- ITU-APT believes that the 5G reserve prices are too high that has resulted in no auction
- At TRAI's recommended prices, each telco would have to spend Rs 50,000 crore for pan-India spectrum
- TRAI chairman RS Sharma said that auction without reserve price is difficult
- Since January, the 5G trial proposals of the telcos are lying with the DoT
In a rather strange twist to Prime Minister Narendra Modi's Atmanirbhar Bharat mission, the telecom industry body ITU-APT Foundation of India has asked Finance Minister Nirmala Sitharaman to hold 5G spectrum auctions (in 3.6 gigahertz and 26 gigahertz bands) without any reserve price so that the government's goal of a self-reliant India could be achieved.
In a virtual event, Bharat Bhatia, the president of the foundation, said that 5G auctions have been bogged down due to high reserve prices, and that there's a need to hold the spectrum auctions immediately. The foundation argued that the real market price cannot be determined as the whole industry is suffering.
Though TRAI chairman RS Sharma said that the 5G auctions without any reserve price may be difficult.
In India, the base price of the 5G spectrum (in 3300 megahertz to 3600 megahertz band) is highest in the world. At telecom regulator TRAI's recommended reserve price of Rs 492 crore per MHz (megahertz), operators will have to pay around Rs 50,000 crore for 100 MHz pan-India spectrum - that's the minimum spectrum required to deliver 5G services (in sub-6000 MHz bands), as per global body ITU.
As per brokerage CLSA, the base price per MHz for spectrum in this band is $70 million in India as compared to $26 million in Italy, $18 million in South Korea, $10 million in the UK and $5 million in Australia.
Given the high level of stress in the sector, and the lingering Rs 1.69-lakh crore AGR (adjusted gross revenues) issue, the telcos seem to be in a precarious position and would likely not attempt to buy spectrum at the current prices. The telecom bosses, on various occasions, have termed the 5G reserve prices exorbitant.
"Such demand is unlikely to be met. The government is staring at a revenue deficit this year. It would be interesting to see if Jio, which has been flushed with liquidity after a series of investments, could take a lead in the 5G race by participating in the auctions when they happen, and signal its rivals to raise their game," says a telecom analyst.

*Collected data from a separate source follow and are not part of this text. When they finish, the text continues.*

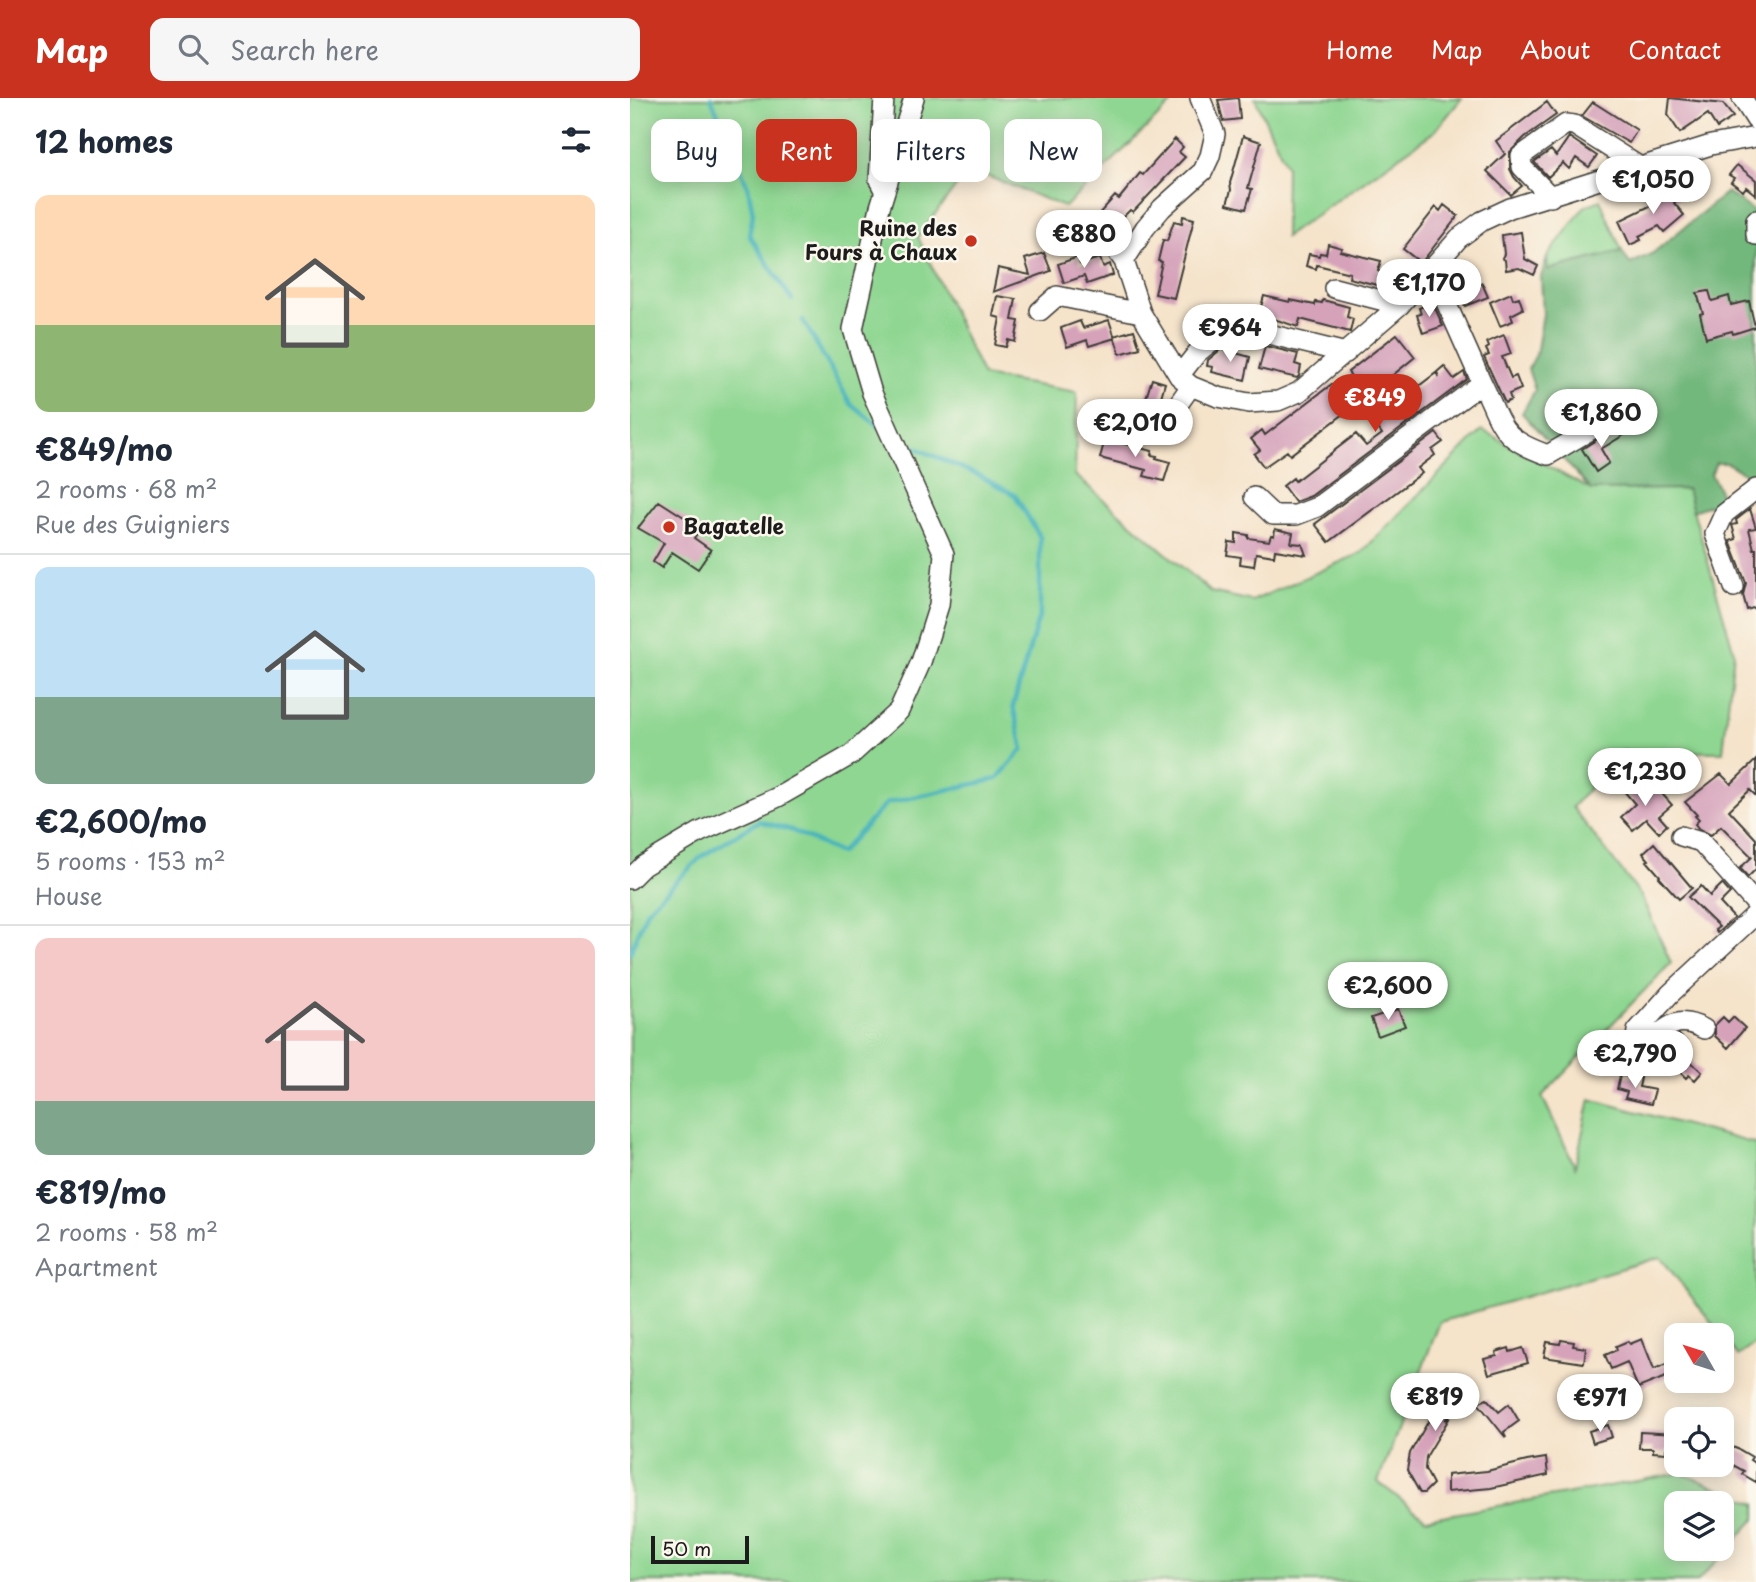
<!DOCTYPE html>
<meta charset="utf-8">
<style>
:root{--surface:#fff;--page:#f6f6f7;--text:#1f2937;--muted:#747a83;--line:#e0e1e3;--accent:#c8321e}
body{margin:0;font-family:"Playpen Sans",sans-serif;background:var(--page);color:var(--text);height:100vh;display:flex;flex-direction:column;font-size:26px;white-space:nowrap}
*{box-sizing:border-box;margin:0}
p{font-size:23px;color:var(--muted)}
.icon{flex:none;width:38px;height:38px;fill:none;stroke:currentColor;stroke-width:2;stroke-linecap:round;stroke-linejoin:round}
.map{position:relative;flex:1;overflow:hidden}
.sheet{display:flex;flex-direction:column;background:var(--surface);width:630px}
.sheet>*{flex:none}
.guide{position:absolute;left:21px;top:21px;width:665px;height:63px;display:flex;gap:14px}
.needle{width:46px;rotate:309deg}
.fabs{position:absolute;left:1034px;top:1225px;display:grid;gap:14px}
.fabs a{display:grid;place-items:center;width:70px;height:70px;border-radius:14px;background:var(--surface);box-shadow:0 4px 18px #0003;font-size:35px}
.scale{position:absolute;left:21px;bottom:18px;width:98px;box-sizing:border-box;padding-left:7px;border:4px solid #1c1c1c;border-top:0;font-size:19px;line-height:24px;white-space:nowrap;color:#1c1c1c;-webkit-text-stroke:5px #fbf7ec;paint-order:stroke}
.price{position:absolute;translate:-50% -60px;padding:0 16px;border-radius:24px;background:#fff;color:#222;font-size:23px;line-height:46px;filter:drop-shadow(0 2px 4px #0008)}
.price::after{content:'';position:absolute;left:50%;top:42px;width:21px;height:16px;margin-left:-10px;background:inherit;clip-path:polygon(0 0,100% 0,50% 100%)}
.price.active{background:var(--accent);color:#fff}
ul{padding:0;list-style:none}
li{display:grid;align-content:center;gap:14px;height:371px;padding:0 35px}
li+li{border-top:2px solid var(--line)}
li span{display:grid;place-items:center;height:217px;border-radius:14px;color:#555}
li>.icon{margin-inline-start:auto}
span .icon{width:126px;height:126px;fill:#fffc;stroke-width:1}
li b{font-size:30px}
h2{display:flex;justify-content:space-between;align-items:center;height:84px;padding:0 35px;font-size:30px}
.tag{padding:0 24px;border-radius:14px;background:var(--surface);box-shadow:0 4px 18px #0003;font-size:24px;line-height:63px}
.tag.active{background:var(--accent);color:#fff}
header{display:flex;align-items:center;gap:42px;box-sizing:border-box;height:98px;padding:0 35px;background:var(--accent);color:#fff}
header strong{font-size:33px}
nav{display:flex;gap:38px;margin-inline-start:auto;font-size:24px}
.search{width:490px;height:63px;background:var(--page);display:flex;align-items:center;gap:18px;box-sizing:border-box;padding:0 24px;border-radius:14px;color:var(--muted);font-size:26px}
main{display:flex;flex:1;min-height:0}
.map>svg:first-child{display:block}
</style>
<header>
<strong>Map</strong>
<div class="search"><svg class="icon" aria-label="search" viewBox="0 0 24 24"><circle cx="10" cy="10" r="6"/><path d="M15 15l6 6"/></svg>Search here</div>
<nav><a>Home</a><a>Map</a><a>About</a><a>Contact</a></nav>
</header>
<main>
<section class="sheet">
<h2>12 homes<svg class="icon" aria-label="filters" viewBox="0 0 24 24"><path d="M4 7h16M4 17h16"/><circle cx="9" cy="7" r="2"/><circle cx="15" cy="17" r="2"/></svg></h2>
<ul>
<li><span style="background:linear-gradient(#ffd9b3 60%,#8fb573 0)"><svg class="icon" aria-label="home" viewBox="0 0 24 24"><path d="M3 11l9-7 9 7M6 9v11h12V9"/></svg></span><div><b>€849/mo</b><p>2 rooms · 68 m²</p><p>Rue des Guigniers</p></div></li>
<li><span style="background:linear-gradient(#bfe0f5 60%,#7fa58c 0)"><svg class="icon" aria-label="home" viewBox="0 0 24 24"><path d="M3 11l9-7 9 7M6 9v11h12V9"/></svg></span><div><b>€2,600/mo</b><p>5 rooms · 153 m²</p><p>House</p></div></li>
<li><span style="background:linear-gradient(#f6c9c9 75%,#7fa58c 0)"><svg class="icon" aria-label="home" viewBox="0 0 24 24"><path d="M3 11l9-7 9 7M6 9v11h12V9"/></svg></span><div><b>€819/mo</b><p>2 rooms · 58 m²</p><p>Apartment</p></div></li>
</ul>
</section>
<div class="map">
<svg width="1126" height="1484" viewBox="0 0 1126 1484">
<rect width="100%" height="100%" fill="#fbf7ec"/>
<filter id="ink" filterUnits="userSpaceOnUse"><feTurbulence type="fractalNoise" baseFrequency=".0143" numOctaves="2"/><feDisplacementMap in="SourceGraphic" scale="14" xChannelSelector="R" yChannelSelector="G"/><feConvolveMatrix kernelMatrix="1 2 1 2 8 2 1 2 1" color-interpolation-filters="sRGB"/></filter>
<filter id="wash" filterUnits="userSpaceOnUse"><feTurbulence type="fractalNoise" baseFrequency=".00686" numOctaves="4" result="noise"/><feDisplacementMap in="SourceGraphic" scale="28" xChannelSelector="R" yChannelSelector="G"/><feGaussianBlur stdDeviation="1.57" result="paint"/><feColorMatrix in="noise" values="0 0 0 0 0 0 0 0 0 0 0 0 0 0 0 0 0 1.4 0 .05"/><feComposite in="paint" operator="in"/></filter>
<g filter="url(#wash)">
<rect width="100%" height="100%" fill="#f5e3ca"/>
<!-- green -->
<path fill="#8ed691" stroke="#557956" stroke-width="2" fill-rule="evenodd" d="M0 0H547L435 109 339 71 288 139 353 278 447 294 445 377 581 494 622 503 731 455 852 332 961 392 1057 391 1104 554 1093 654 993 653 942 709 1011 798 1041 865 912 998 945 1069 960 1001 1126 1046V1245L1108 1258 1030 1159 810 1224 748 1384 796 1421 1051 1375 1126 1406V1420L1067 1484H0ZM1046 1405H1092V1451H1046Z
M625 0H832L805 33 655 139 656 67Z
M970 102 992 153 917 172V159L954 109Z"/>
<!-- forest -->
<path fill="#72b77b" stroke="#476a4c" stroke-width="2" d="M1097 94 1125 114 1114 127 1116 139 1126 149V378L1122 380 1097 365H1086L1081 376 1089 391 1091 403 1063 413 1057 391 961 392 892 315 905 292 898 271 906 257 913 216 911 179 917 159 918 172 992 153 1000 166 1023 155Z"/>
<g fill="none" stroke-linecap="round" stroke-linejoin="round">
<!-- stream -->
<path stroke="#42b2bb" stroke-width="4.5" d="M81 0 118 89 123 116 119 137 162 202
M173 222 220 305 248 328
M0 855 17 812 72 758 129 723 161 732 210 755 257 705 367 681 393 651 383 608 410 515V439L385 397 350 378 270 343"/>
</g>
<g id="blocks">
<!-- building -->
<path fill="#d5a2ba" d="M608 0 610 21 593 23 588 2Z
M1040 0 1093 6 1103 19 1087 30 1078 16 1050 35 1038 17Z
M917 4 926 17 895 39 880 54V71L884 79 892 88 881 97 857 73 875 56 866 43Z
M963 4 1007 32 999 45 952 18Z
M613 38 631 44 618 90 622 91 616 111 597 106 601 92 600 85Z
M939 39 967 58 959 69 946 60 939 71 933 65 918 79 904 64 921 52 926 58Z
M545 41 553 49 549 54 555 59 503 114 500 112 485 127 479 121 475 126 466 119 485 98 489 101 510 75 513 77Z
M1107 67 1126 82V97L1116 89 1113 93 1101 84 1104 80 1099 77Z
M1026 89 1032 95 1040 89 1049 99 1044 105 1054 117 1034 134 1029 128 1009 138 1011 142 1000 147 989 123 1022 107 1016 101Z
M814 107 828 118 791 165 773 151 806 109 810 113Z
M553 118 564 121 544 200 525 196 532 164 528 163 533 142 537 143 544 123 552 125Z
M891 134 895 161 908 168 904 177 889 170 876 172 875 162 872 160 874 156 872 137Z
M698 146 712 150 710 153 751 163 748 173 754 175 751 188 719 180 720 175 687 167 686 171 676 168 679 156 689 158 690 155 696 156Z
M414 155 421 173 363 194 368 170 400 177 395 161Z
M448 159 450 166 470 160 473 169 480 166 483 177 457 186 454 178 434 185 428 166Z
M841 175 846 187 852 185 858 199 835 208 822 182Z
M1079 193 1082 203 1099 198 1101 207 1119 203 1125 229 1103 236 1102 233 1076 240 1070 216 1073 215 1067 195Z
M881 195 883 201 889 199 893 211 881 217 883 223 870 228 860 204Z
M367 198 386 201 382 222 389 223 385 244 378 242 376 249 365 247 370 220 363 218Z
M634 198 660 204V202L685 207 686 204 692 205 693 202 719 209 717 219 723 221 720 234 670 221 668 229 629 216Z
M800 205 802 211 805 210 813 228 793 235 787 217 791 216 789 210Z
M479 222 485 240 459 248 457 242 437 249 431 230 450 223 453 230Z
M504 232 510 250 490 256 484 238Z
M767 236 785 259 731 303 721 290 727 286 718 274Z
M874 237 881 256 872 259 881 280 886 278 891 291 879 296 881 302 875 305 854 259 859 257 856 251 859 249 857 244Z
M635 248 668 256 665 266 671 268 669 278 667 280 629 271Z
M591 251 620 259 615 282 582 274 583 269 577 268 578 262Z
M814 268 824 281 834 274 837 281 681 398 665 404 653 388 663 380 665 383 726 336 736 348 752 336 743 323 806 275 809 279 807 274Z
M522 281 535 285 531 299 537 301 528 314 519 311 521 305 515 303Z
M702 286 716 305 711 309 715 315 660 357 657 353 634 369 624 356 630 352 621 341 632 332 635 337Z
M988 328 994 337 971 351 979 365 966 374 952 351Z
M806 335 813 344 802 352 805 357 788 370 792 375 699 444 685 426Z
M475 341 522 353 521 357 527 358 526 360 540 364 534 383 514 378 516 372 470 360Z
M29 403 71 430 64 440 81 452 68 471 42 454 32 470 23 464 34 445 8 430Z
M1120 411 1126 430 1119 431 1124 451H1126V509L1117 512 1113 497 1116 485 1100 443 1106 441 1102 427 1107 426 1106 422Z
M645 431 663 435 661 445 672 446 676 457 645 452 644 458 626 455 624 468 610 466 611 459 597 457 599 444 606 445V435L618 437V440L639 443 641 437 644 438Z
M1126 662V698L1120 692 1099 712 1126 741V771L1118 779 1110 770 1122 759 1091 728 1081 737 1069 731 1065 726 1069 722 1065 718 1067 717 1055 704 1091 676 1101 686Z
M994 680 1014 701 1026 689 1042 707 1029 718 1037 727 1029 735 1016 721 1003 732 991 719 1005 706 988 686Z
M1024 745 1062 790 1049 801 1029 779 1030 778 1017 763 1019 762 1013 755Z
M1092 786 1100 795 1090 805 1104 820 1087 835 1085 832 1089 829 1058 799 1071 788 1080 798Z
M768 911 775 928 748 938 741 920Z
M1093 919 1098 924 1103 919 1115 930 1098 950 1085 938V927Z
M1049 937 1057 944 1049 953 1072 974 1065 982 1059 977 1056 980 1039 964 1043 959 1036 952Z
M990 977 1011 980 1009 989 1025 992 1021 1006 995 1000 997 994 987 991Z
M1012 1241 1024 1271 1037 1266 1041 1277 1008 1290 997 1264 981 1271 975 1257 987 1252 986 1248 998 1243 1000 1246Z
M931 1242 944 1244 943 1248 956 1250 954 1265 914 1259 917 1244 930 1246Z
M879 1250 880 1254 893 1250 898 1265 859 1276 854 1261 867 1258 866 1254Z
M832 1277 844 1287 815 1322 820 1319 796 1359 795 1371 803 1386 794 1395H790L777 1372 780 1355 810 1303Z
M857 1301 869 1314 879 1306 889 1323 874 1334 876 1340 848 1305Z
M978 1327 982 1339 963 1345 959 1333Z
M1010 1334 1046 1336V1351H1036V1355L1023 1354V1350H1009Z
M1092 1345 1110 1352 1122 1359 1120 1362 1126 1366V1384L1112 1376 1114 1373 1092 1361Z
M916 1360 918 1377 861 1390 817 1394V1377L857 1373 897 1363Z"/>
</g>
</g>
<g filter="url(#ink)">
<use href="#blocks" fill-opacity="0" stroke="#3d3a36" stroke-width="2"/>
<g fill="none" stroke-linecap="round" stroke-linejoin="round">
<!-- minor casing -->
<g stroke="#3d3a36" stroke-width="22">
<path id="minor" d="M1112 0 1126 22
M253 90 249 82 254 0
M921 99 892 69 891 58 936 26 944 27 1010 69
M1126 122V137
M437 136 475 143 484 149 494 163 511 215 549 278 561 288 588 299 619 305 648 303 669 294 770 207 829 140 852 123 880 110 1081 47 1126 39
M494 163 515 130 532 110 573 73 580 58 585 36 570 0
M704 190 770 207
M410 213 427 198 511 215
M549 278 567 255 602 227 716 255
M852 285C873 328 869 340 918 357L969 327
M509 323 532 329 561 288
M624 399 643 417H666L687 409 852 285 802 173
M1104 489 1085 436 1094 416 1126 391
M1051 738 1071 744 1126 806
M0 781 13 768 70 734 148 699 221 657 269 613 291 564 309 507 314 456 242 295 223 231 250 109 284 0
M1074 931C1042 915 1039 932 1013 947L1008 945 1006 940 1007 933 1040 896 1126 816"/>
</g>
<!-- minor -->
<use href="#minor" stroke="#fff" stroke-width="19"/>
</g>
</g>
<!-- markers -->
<g fill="#c8321e" stroke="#fbf7ec" stroke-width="2.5">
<circle cx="341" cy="143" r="7"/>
<circle cx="39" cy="429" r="7"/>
</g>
<g text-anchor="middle" stroke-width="5" stroke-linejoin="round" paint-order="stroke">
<!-- poi labels -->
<g font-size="21" font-weight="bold" fill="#1c1c1c" stroke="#fbf7ec" text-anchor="end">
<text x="327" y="138">Ruine des<tspan x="327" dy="24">Fours à Chaux</tspan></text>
<text x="53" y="436" text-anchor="start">Bagatelle</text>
</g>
</g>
</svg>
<div class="fabs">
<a><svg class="needle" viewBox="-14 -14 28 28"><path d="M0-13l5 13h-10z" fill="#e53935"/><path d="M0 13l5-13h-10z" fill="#747a83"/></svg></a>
<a><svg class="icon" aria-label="locate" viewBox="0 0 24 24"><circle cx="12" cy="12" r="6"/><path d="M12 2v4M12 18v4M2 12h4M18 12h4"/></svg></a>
<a><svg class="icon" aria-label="layers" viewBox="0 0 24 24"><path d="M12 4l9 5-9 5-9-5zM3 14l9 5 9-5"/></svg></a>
</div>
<div class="scale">50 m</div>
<b class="price" style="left:1023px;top:118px">€1,050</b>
<b class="price" style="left:454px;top:172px">€880</b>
<b class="price" style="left:799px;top:221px">€1,170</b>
<b class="price" style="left:600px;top:266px">€964</b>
<b class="price active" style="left:745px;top:336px">€849</b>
<b class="price" style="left:971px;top:351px">€1,860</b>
<b class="price" style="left:505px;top:361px">€2,010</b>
<b class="price" style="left:1015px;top:710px">€1,230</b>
<b class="price" style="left:758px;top:924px">€2,600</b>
<b class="price" style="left:1005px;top:992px">€2,790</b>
<b class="price" style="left:805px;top:1335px">€819</b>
<b class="price" style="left:970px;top:1336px">€971</b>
<div class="guide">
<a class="tag">Buy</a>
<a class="tag active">Rent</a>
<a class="tag">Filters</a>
<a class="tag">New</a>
</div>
</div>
</main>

But there has been inordinate delay in the 5G trials and spectrum auctions already. Since last year, Telecom Minister Ravi Shankar Prasad has been talking about holding 5G trials. In January, about two months before the lockdown, the telcos had submitted their trial proposals with the Wireless Planning and Coordination Wing (WPC) at the Department of Telecommunications (DoT). But since then, there has been no action. It's unlikely that the trials would begin anytime soon - at least until the situation normalises.
As such, industry lobby body Cellular Operators Association of India (COAI) has said that the telcos don't need additional spectrum to maintain service quality during COVID times.
Besides, the foundation has asked the DoT to de-license E and V bands to improve the last-mile access of the internet. It may be noted that TRAI had recommended that these high-frequency airwaves be given on allotment on a fixed fee basis rather than the usual auction route. The E and V bands are typically used to connect two mobile towers which are otherwise not connected with the fibre. At the moment, just about 22 per cent of the towers are connected through fibre.
The foundation further said that the small area and captive telecom licensing needs to be de-licensed to support industrial, captive and campus-based telecom networks which will strengthen the goal of Atamnirbhar Bharat. Indeed, localised telecom networks for industrial purposes are going to be the prominent use cases of 5G along with enterprise solutions, and enhanced mobile broadband.